Il existe des petites différences de méthode entre les différents viticulteurs, négociants et caves coopératives. La récolte est manuelle ou mécanique et peut être triée. Les raisins sont ensuite transférés dans un pressoir pour le pressurage. Une fois le moût en cuve, le débourbage est pratiqué généralement après un enzymage. À ce stade, une stabulation préfermentaire à froid (environ 10 à 12 °C pendant plusieurs jours) peut être recherchée pour favoriser l'extraction des arômes[24]. Mais le plus souvent, après 12 à 48 heures, le jus clair est soutiré et mis à fermenter[24]. La fermentation alcoolique se déroule avec un suivi tout particulier pour les températures qui doivent rester à peu près stables (18 à 24 °C)[24]. La chaptalisation est aussi pratiquée pour augmenter le titre alcoométrique volumique si nécessaire. La fermentation malolactique est réalisée en fûts ou en cuves.
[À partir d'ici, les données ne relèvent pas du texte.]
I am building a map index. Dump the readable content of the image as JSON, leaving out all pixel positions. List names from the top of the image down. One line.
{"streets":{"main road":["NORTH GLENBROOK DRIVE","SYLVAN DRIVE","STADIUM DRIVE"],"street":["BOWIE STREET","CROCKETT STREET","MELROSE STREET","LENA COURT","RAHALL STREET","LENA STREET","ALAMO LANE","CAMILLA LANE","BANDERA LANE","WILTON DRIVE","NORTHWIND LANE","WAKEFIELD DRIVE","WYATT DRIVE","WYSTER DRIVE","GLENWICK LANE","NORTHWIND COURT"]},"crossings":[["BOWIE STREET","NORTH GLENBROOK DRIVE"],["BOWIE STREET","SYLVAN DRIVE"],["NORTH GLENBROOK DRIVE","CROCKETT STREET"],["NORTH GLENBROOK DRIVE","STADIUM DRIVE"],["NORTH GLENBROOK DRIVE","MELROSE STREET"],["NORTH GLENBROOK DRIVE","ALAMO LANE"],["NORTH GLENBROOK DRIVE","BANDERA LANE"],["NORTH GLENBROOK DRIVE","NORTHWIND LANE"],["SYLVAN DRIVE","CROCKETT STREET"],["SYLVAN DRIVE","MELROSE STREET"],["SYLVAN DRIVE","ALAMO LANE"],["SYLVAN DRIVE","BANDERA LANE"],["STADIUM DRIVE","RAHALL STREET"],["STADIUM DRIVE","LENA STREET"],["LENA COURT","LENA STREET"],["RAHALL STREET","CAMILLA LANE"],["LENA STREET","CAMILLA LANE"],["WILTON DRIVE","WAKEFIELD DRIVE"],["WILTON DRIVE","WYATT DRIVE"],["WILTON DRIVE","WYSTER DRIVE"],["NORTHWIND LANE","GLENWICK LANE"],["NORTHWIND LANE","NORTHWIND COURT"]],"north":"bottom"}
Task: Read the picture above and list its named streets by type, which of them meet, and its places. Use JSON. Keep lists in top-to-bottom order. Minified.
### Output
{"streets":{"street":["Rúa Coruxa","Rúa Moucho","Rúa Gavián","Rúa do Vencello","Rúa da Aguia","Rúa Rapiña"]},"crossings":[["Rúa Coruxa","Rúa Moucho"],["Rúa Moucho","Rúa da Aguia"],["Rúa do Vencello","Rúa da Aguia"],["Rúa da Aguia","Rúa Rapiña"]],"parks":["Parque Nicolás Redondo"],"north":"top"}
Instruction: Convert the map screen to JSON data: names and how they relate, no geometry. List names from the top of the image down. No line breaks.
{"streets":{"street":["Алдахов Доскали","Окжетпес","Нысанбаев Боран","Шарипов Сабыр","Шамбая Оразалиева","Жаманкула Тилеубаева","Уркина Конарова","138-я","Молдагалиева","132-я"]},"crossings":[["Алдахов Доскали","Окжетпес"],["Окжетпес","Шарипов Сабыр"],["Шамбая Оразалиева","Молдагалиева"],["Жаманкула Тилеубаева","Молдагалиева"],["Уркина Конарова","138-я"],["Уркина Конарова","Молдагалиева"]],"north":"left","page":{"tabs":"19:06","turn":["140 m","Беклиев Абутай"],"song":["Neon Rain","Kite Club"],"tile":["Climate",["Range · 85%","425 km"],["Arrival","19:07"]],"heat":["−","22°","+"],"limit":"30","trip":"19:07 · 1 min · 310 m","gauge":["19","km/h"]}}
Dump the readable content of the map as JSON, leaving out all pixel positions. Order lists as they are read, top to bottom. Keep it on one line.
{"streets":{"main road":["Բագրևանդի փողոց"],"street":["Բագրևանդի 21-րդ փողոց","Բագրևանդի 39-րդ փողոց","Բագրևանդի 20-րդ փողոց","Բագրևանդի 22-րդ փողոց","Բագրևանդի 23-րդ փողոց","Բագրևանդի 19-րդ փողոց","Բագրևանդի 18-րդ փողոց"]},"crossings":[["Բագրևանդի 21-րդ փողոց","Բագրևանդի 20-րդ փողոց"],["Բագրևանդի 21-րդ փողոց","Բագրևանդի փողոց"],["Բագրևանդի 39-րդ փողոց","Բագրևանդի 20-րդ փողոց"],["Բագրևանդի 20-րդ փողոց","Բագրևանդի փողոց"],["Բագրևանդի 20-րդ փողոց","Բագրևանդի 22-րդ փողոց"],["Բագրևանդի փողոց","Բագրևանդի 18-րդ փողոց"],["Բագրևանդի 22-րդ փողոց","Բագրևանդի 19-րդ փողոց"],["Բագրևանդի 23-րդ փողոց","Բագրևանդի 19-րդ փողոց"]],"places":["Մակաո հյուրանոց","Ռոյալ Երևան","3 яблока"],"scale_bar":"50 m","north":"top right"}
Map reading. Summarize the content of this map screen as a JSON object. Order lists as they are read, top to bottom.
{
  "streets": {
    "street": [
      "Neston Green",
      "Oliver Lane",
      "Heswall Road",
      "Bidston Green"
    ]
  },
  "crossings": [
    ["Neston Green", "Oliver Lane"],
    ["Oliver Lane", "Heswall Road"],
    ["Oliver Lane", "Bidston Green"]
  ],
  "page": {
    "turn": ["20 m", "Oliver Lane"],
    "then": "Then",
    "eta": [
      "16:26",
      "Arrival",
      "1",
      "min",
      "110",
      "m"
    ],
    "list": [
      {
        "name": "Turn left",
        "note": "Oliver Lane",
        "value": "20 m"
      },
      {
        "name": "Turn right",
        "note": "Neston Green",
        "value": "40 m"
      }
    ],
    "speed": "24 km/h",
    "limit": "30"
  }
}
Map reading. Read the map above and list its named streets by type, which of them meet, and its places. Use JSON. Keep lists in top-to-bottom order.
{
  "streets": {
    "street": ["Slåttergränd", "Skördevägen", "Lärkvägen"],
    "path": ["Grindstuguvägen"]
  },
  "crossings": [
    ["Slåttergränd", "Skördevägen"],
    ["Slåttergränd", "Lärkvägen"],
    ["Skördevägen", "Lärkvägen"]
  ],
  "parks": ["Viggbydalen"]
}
Les vins sont élevés « sur lies », en fûts, dans lesquels le vinificateur réalise régulièrement un « bâtonnage », c'est-à-dire une remise en suspension des lies[24]. Cette opération dure pendant plusieurs mois au cours de l'élevage des blancs. À la fin, la filtration du vin est pratiquée pour rendre les vins plus limpides[24]. La mise en bouteille clôture l'opération.
Gastronomie
Une robe dorée pâle brillante caractérise ce bourgogne blanc, généralement surnommé le « roi du Mâconnais ». Produits sur des sols sédimentaires riches en fossiles (ammonites, bélemnites, calcaires à gryphées ou à entroques), les pouilly-fuissés ont la réputation d'avoir un nez évoquant un éventail d'arômes délicats : fleur d'acacia, pierre à feu, amandes grillées, noisette, parfois le miel. La bouche peut être opulente[25].
Ce vin, à servir à 10 °C, fait corps avec la gastronomie du terroir de production, des cuisses de grenouille de la Dombes aux volailles de Bresse en passant par les poissons de Saône, les quenelles en sauce, les gougères et les fromages de chèvre du Mâconnais. On peut aussi l'allier à une langouste en Bellevue, un saumon à l'oseille, un grenadin de veau à la crème et aux champignons, ou un ris de veau à la financière.
Par rapport aux autres vins du Mâconnais, le pouilly-fuissé est un vin de garde, qui gagnera à vieillir de cinq à quinze ans[26] en fonction de la qualité du producteur et du millésime.
Hiérarchie des prix
Le prix de vente des vignes dans l'aire d'appellation pouilly-fuissé est officiellement en 2023 de 260 000 € l'hectare en moyenne (variant entre 200 000 et 320 000 €). C'est bien plus que pour les AOC voisines saint-véran (à une moyenne de 140 000 €), viré-clessé (130 000 €), pouilly-loché/pouilly-vinzelles (110 000 €) et mâcon blanc (70 000 euros), mais fort loin des prix pour les vins blancs de la côte de Beaune (variant de 380 000 à 1,8 million, leurs premiers crus grimpant jusqu'à 5,5 millions l'ha)[27].
Pour une comparaison entre les appellations, on peut aussi prendre les prix pratiqués en vrac officiellement pour le calcul des fermages[n 9] en 2023, qui fournissent une hiérarchie[28] :
- 312,97 €/hl pour du bourgogne aligoté ;
- 402,62 €/hl pour du bourgogne blanc (produit en Saône-et-Loire) ;
- 413,35 €/hl pour du mâcon blanc ;
- 584,53 €/hl pour du viré-clessé ;
- 665,41 €/hl pour du saint-véran ;
- 716,36 €/hl pour du pouilly-loché ;
- 728,13 €/hl pour du pouilly-vinzelles ;
- 961,21 €/hl pour du pouilly-fuissé.
Les prix dans le commerce sont évidemment bien plus élevés, variant considérablement en fonction du nom du producteur.